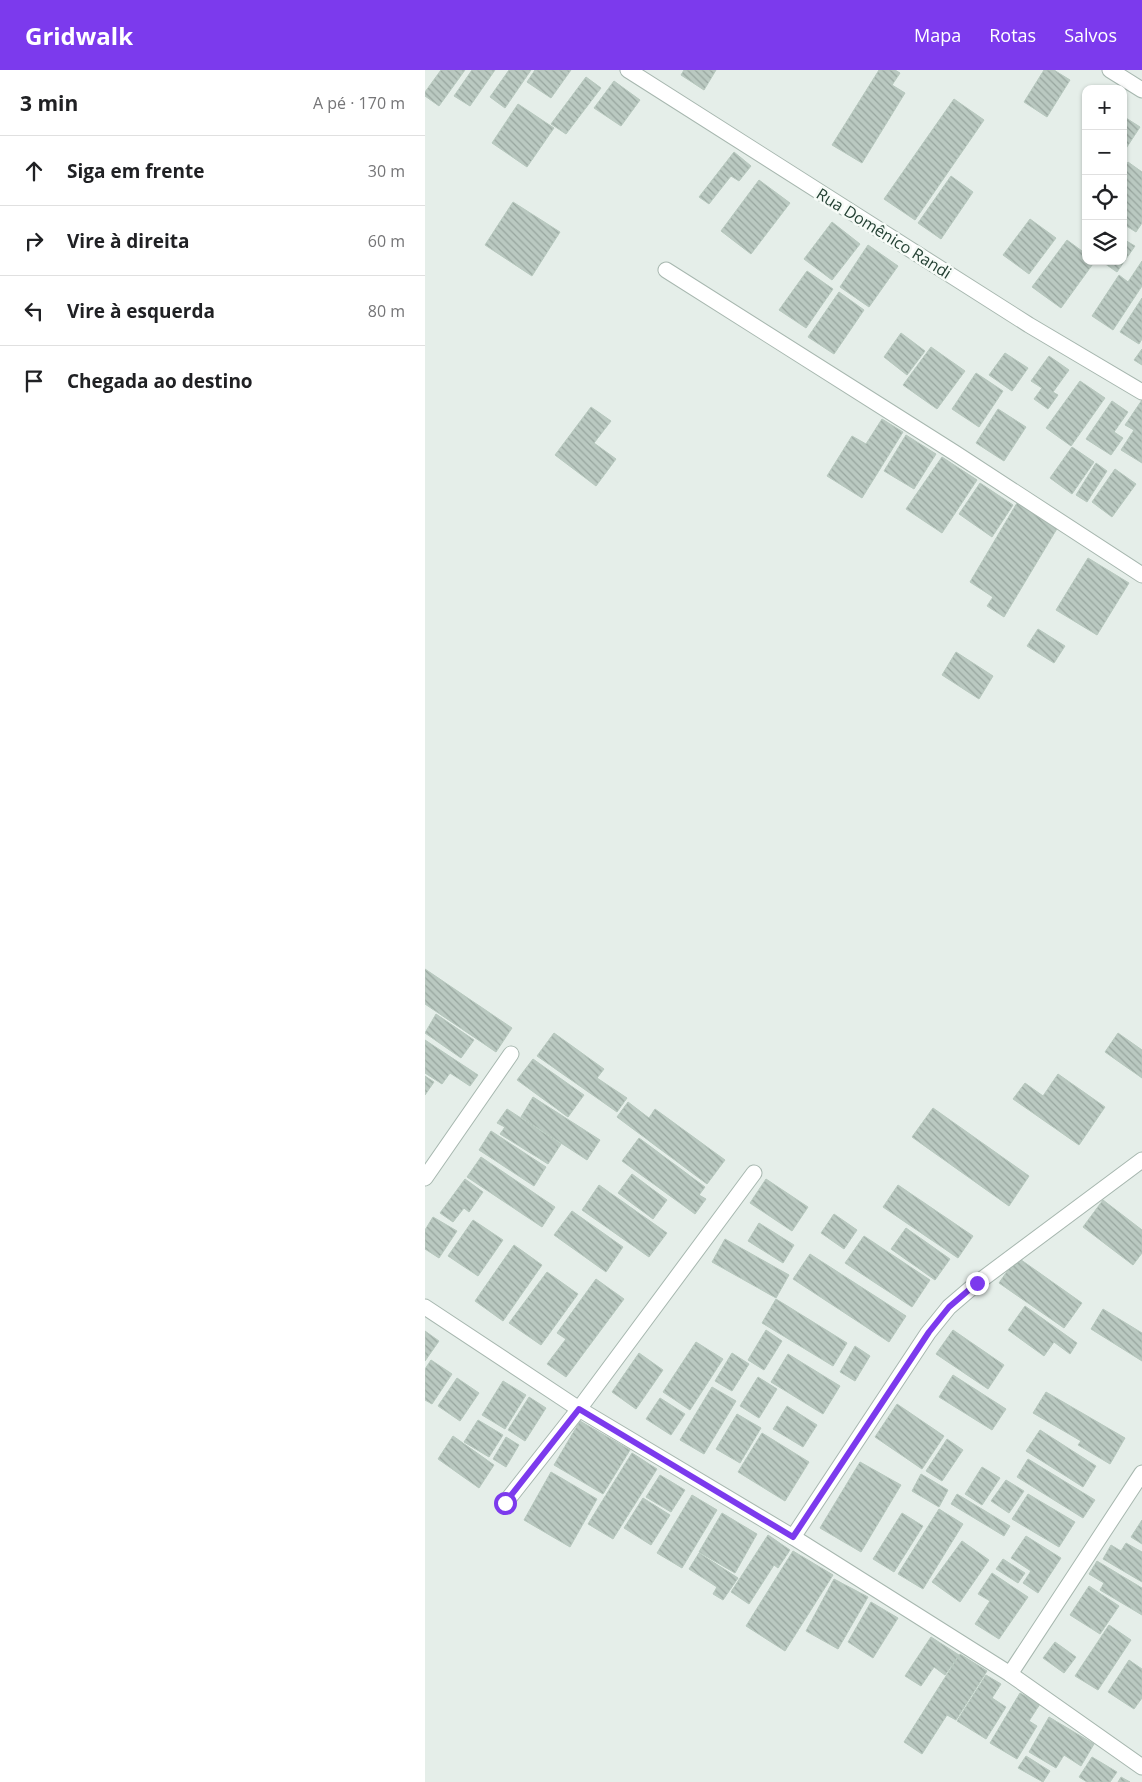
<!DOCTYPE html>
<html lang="pt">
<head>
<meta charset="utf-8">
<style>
	:root { --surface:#fff; --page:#f2f2f2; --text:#202124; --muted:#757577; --line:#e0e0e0; --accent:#7c3aed }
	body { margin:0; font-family:"Open Sans",sans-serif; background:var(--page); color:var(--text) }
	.controls { position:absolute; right:15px; top:15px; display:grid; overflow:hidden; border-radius:10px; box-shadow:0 1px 4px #0004 }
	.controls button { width:45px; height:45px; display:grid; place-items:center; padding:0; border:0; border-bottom:1px solid var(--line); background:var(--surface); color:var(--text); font:25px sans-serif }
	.stop { position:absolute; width:15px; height:15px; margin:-11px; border:4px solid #7c3aed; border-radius:50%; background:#fff }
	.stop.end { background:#7c3aed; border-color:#fff; box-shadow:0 1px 5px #0008 }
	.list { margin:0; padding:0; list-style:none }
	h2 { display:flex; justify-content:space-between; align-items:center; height:65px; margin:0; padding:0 20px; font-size:21px }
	h2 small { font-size:16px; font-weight:400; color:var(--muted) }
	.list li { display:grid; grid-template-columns:32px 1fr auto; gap:15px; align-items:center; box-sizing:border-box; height:70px; padding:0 20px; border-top:1px solid var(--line) }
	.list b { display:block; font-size:19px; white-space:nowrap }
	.list em { font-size:16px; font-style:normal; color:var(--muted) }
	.icon { flex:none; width:28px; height:28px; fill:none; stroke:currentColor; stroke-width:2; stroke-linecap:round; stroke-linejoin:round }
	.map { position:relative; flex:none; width:717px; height:1712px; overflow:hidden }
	header { display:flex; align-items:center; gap:30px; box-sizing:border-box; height:70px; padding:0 25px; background:var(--accent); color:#fff }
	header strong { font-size:24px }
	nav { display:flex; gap:28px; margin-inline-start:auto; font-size:18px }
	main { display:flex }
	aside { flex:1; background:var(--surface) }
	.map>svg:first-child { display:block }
	.building { fill:url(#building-back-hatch); stroke:#b7c8be }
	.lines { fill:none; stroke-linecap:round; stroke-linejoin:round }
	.minor-casing { stroke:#a7b7af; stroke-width:17 }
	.minor { stroke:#fff; stroke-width:15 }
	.route { stroke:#7c3aed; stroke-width:6 }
	.labels { text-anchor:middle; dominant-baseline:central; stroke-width:5; stroke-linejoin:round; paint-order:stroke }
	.street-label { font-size:16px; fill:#244134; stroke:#f6fbf7 }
</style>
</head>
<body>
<header>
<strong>Gridwalk</strong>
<nav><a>Mapa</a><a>Rotas</a><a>Salvos</a></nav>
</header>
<main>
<aside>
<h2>3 min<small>A pé · 170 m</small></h2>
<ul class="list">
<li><svg class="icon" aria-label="ahead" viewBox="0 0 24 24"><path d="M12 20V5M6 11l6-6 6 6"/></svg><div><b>Siga em frente</b></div><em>30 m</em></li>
<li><svg class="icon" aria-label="right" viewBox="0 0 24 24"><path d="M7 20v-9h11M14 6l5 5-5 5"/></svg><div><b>Vire à direita</b></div><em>60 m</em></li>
<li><svg class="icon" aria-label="left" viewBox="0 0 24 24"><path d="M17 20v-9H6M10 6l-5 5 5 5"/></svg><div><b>Vire à esquerda</b></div><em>80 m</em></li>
<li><svg class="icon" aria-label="arrive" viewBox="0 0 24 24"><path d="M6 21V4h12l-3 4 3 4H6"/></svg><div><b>Chegada ao destino</b></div></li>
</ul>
</aside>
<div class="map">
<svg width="717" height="1712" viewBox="0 0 717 1712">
	<defs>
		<pattern id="building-back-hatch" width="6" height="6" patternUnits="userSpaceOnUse" patternTransform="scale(1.25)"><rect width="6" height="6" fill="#bac9c1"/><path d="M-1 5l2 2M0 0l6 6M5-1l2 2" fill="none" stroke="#97a59e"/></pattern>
	</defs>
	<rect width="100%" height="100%" fill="#e5eee9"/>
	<g class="building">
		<polygon points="16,0 40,0 14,36 0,26 0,22"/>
		<polygon points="47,0 70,0 45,36 29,26"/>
		<polygon points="84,0 106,0 80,38 65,27"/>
		<polygon points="110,0 146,0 126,28 102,12"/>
		<polygon points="259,0 291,0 279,20 256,5"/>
		<polygon points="454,0 470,0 475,3 467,15 480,23 437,93 407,75"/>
		<polygon points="619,0 629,0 645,10 622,47 599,32"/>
		<polygon points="161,7 176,18 141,64 126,54"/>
		<polygon points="189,11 215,30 196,56 169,38"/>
		<polygon points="529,29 559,50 490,150 459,129"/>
		<polygon points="93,34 129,58 102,97 67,73"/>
		<polygon points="698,46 715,57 698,83"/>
		<polygon points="309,82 326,96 314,111 306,106 284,134 274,127"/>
		<polygon points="703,92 717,102 717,153 711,162 698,154 698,100"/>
		<polygon points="526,106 548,122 516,169 493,153"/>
		<polygon points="334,110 365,133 326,184 296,161"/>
		<polygon points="88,132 135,162 107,206 60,175"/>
		<polygon points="605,149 631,168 604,204 578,185"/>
		<polygon points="407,152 435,174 407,210 379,189"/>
		<polygon points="698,169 710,176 692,202 676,191 698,191"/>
		<polygon points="642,170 661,184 661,191 670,191 636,238 607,217"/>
		<polygon points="443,175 473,196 444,237 415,217"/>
		<polygon points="717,191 717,216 688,260 667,246 694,205 703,212"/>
		<polygon points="382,201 408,219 381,258 354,240"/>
		<polygon points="414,222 439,240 409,284 383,267"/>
		<polygon points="717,228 717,269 714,274 695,262"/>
		<polygon points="476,263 500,281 482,305 459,287"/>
		<polygon points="506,277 540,301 512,339 478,315"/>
		<polygon points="717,279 717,295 709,290"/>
		<polygon points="580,283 603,298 587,321 564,305"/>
		<polygon points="624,286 644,300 628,322 633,325 623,339 609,329 617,318 606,311"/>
		<polygon points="551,303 578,321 554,357 527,339"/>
		<polygon points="655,311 680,328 646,376 621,358"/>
		<polygon points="717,330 717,393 696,380 709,360 700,355"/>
		<polygon points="687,331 703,342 689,362 698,368 686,385 661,369"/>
		<polygon points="166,337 186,351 169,373 191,389 171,416 130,385"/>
		<polygon points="573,339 601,357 579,391 551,373"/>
		<polygon points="457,349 478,362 437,428 402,406 427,366 441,374"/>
		<polygon points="481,365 511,384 489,419 459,401"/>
		<polygon points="647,377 669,392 647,424 625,408"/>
		<polygon points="517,387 552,410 517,463 481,439"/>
		<polygon points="671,393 682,401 662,432 651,425"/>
		<polygon points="690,399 711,414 687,447 667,432"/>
		<polygon points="555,413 588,435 567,467 534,444"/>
		<polygon points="592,433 633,457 579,547 562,536 568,527 545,512"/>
		<polygon points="663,488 704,513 672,565 631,540"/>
		<polygon points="613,559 640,576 629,593 602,576"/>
		<polygon points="531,582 568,606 554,629 517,605"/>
		<polygon points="0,899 87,958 71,982 0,934"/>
		<polygon points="11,944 49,970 36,988 0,963"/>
		<polygon points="129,963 179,999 172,1008 202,1028 192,1042 112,986"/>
		<polygon points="693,963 717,980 717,1008 680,982"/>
		<polygon points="0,970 53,1005 45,1016 25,1003 17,1014 0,1003"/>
		<polygon points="108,989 159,1025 143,1047 92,1010"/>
		<polygon points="633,1004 680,1037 654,1075 588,1029 600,1013 618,1026"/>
		<polygon points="0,1006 9,1012 0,1025"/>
		<polygon points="108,1027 175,1070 162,1090 96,1047"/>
		<polygon points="203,1032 224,1048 230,1039 300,1090 282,1114 192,1047"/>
		<polygon points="508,1038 604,1106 584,1136 487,1067"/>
		<polygon points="82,1039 136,1074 123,1094 75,1064 80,1057 72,1053"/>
		<polygon points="66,1061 121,1097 109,1116 54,1080"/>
		<polygon points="214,1068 280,1117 274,1125 281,1129 270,1144 197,1091"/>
		<polygon points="56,1087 130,1137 117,1157 42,1107"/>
		<polygon points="207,1104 242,1130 228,1149 193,1123"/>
		<polygon points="40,1109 58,1122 44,1142 39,1138 28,1152 15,1143"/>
		<polygon points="341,1109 383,1137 367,1161 325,1133"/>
		<polygon points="174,1115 242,1163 224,1187 157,1140"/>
		<polygon points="473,1115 548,1166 533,1188 458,1137"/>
		<polygon points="678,1130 717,1160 717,1183 708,1195 658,1157"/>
		<polygon points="147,1141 198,1177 181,1202 129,1165"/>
		<polygon points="409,1144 432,1160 419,1179 396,1163"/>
		<polygon points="8,1147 32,1161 14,1188 0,1179 0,1160"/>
		<polygon points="48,1150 78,1170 53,1206 23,1186"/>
		<polygon points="334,1153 369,1175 358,1193 323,1171"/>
		<polygon points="481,1158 525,1189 510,1210 466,1179"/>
		<polygon points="439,1166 505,1210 487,1237 420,1193"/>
		<polygon points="300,1169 364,1205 351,1228 287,1192"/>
		<polygon points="89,1175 117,1195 78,1251 50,1231"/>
		<polygon points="385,1184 481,1246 464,1272 368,1209"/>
		<polygon points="592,1187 657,1233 639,1258 574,1213"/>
		<polygon points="122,1202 153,1224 116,1275 84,1253"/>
		<polygon points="171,1209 199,1229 141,1307 122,1294 141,1269 132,1263"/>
		<polygon points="351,1229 422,1273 408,1296 337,1253"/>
		<polygon points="600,1236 652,1273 645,1284 629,1272 619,1286 583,1260"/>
		<polygon points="678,1239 717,1263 717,1291 666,1259"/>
		<polygon points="341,1260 357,1271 339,1300 323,1290"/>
		<polygon points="528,1260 579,1295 563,1319 511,1284"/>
		<polygon points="0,1261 14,1271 0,1291"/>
		<polygon points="271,1272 298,1289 265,1340 238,1322"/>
		<polygon points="430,1276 445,1286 430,1311 415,1302"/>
		<polygon points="214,1283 238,1300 211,1339 187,1322"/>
		<polygon points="307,1283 324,1294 307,1321 290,1311"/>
		<polygon points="363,1284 415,1316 398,1344 346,1312"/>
		<polygon points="6,1290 27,1304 7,1334 0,1330 0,1299"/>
		<polygon points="528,1305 581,1339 567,1360 514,1327"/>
		<polygon points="333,1307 352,1319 334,1348 315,1336"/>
		<polygon points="32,1308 54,1323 35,1351 13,1336"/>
		<polygon points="78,1311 101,1325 80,1359 57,1345"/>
		<polygon points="287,1317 311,1331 279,1384 255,1370"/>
		<polygon points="621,1322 700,1368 685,1394 653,1375 656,1371 608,1343"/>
		<polygon points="104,1327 121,1338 100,1371 83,1360"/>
		<polygon points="235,1328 260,1344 246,1365 221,1349"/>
		<polygon points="472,1334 519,1366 497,1399 450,1367"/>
		<polygon points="362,1336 392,1355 378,1377 348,1359"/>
		<polygon points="312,1344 336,1358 315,1393 291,1379"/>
		<polygon points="53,1350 78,1365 64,1387 39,1372"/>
		<polygon points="155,1351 205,1380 178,1424 129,1395"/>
		<polygon points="615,1360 671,1396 658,1417 601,1381"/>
		<polygon points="337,1363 384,1392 360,1431 313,1402"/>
		<polygon points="28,1366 69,1395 54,1418 13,1389"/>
		<polygon points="81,1367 94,1375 81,1397 68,1389"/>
		<polygon points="522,1369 538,1380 517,1411 501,1401"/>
		<polygon points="207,1383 232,1399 188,1469 163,1454"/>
		<polygon points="603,1389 670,1430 658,1448 592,1407"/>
		<polygon points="435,1392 476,1415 436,1482 395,1458"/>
		<polygon points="557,1397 575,1408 557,1435 540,1424"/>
		<polygon points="126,1402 172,1429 145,1477 99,1450"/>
		<polygon points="496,1404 523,1420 514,1437 487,1421"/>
		<polygon points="235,1405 260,1420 246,1442 221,1427"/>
		<polygon points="581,1410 599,1421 584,1443 566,1431"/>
		<polygon points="532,1424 585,1456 579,1466 526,1434"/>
		<polygon points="603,1424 650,1452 634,1477 587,1449"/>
		<polygon points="267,1425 292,1440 257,1498 232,1483"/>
		<polygon points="218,1428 245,1445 226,1475 199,1458"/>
		<polygon points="514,1439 538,1454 498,1519 473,1504"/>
		<polygon points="297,1443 332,1464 310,1503 274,1482"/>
		<polygon points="477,1443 498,1456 469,1502 448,1489"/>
		<polygon points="717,1450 717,1474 706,1467"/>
		<polygon points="343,1465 365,1480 353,1498 349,1495 324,1534 306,1522"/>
		<polygon points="601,1466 636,1488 613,1523 598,1513 606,1501 586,1488"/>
		<polygon points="537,1471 564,1490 535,1532 507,1512"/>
		<polygon points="701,1473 717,1482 717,1512 678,1489 686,1475 696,1481"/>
		<polygon points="368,1481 408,1505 360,1581 321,1556"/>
		<polygon points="274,1483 313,1508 298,1530 288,1524 292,1517 264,1499"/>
		<polygon points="578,1489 600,1503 593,1513 571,1499"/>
		<polygon points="672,1491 717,1518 717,1545 675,1520 679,1513 664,1504"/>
		<polygon points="567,1503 603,1527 574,1569 550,1554 565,1531 553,1524"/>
		<polygon points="409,1509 443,1527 413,1579 381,1561"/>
		<polygon points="664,1516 694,1536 675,1564 645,1545"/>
		<polygon points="446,1532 473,1548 448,1588 423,1572"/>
		<polygon points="684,1555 706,1570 673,1620 650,1606"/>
		<polygon points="506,1567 534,1585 520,1605 509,1597 496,1616 480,1606"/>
		<polygon points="630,1572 651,1587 639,1603 618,1588"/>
		<polygon points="535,1584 562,1601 531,1650 522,1645 497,1684 479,1672"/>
		<polygon points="704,1590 717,1599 717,1628 709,1639 683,1622"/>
		<polygon points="561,1605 576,1614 567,1628 581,1637 561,1669 532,1651"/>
		<polygon points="595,1623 615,1634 604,1651 612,1656 592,1689 565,1673"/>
		<polygon points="624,1647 669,1674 656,1696 639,1685 631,1698 604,1682"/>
		<polygon points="601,1686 625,1701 618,1712 593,1698"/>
		<polygon points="667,1687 692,1702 685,1712 662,1712 654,1707"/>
		<polygon points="696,1707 705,1712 693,1712"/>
	</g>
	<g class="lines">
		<defs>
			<g id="minor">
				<polyline points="203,0 604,255 717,322"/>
				<polyline points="685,0 717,20"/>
				<polyline points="241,200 530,383 717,505"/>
				<polyline points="0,1108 86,984"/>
				<polyline points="0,1237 154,1339 368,1467 585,1604 717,1697"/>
				<polyline points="80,1433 154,1339 329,1103"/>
				<polyline points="368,1467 503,1263 524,1237 552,1213 717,1090"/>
				<polyline points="585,1604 717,1403"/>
			</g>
		</defs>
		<use href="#minor" class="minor-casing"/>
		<use href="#minor" class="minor"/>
	</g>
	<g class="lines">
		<polyline class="route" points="80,1433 154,1339 368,1467 504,1262 524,1237 552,1213"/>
	</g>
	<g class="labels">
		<g class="street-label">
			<text transform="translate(459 163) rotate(32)">Rua Domênico Randi</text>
		</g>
	</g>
</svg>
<div class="controls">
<button>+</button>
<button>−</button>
<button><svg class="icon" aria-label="locate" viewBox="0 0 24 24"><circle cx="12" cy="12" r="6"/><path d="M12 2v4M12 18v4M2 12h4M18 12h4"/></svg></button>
<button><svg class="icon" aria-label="layers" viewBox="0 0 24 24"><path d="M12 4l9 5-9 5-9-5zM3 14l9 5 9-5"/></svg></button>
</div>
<div class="stop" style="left:80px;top:1433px"></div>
<div class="stop end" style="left:552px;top:1213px"></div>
</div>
</main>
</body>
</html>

Problem: Repeat exactly the lines from the first line of the records above through the line containing "display:grid; grid-template-columns:32px 1fr", both included. Leave out the pictures.

Answer to the problem:
<!DOCTYPE html>
<html lang="pt">
<head>
<meta charset="utf-8">
<style>
	:root { --surface:#fff; --page:#f2f2f2; --text:#202124; --muted:#757577; --line:#e0e0e0; --accent:#7c3aed }
	body { margin:0; font-family:"Open Sans",sans-serif; background:var(--page); color:var(--text) }
	.controls { position:absolute; right:15px; top:15px; display:grid; overflow:hidden; border-radius:10px; box-shadow:0 1px 4px #0004 }
	.controls button { width:45px; height:45px; display:grid; place-items:center; padding:0; border:0; border-bottom:1px solid var(--line); background:var(--surface); color:var(--text); font:25px sans-serif }
	.stop { position:absolute; width:15px; height:15px; margin:-11px; border:4px solid #7c3aed; border-radius:50%; background:#fff }
	.stop.end { background:#7c3aed; border-color:#fff; box-shadow:0 1px 5px #0008 }
	.list { margin:0; padding:0; list-style:none }
	h2 { display:flex; justify-content:space-between; align-items:center; height:65px; margin:0; padding:0 20px; font-size:21px }
	h2 small { font-size:16px; font-weight:400; color:var(--muted) }
	.list li { display:grid; grid-template-columns:32px 1fr auto; gap:15px; align-items:center; box-sizing:border-box; height:70px; padding:0 20px; border-top:1px solid var(--line) }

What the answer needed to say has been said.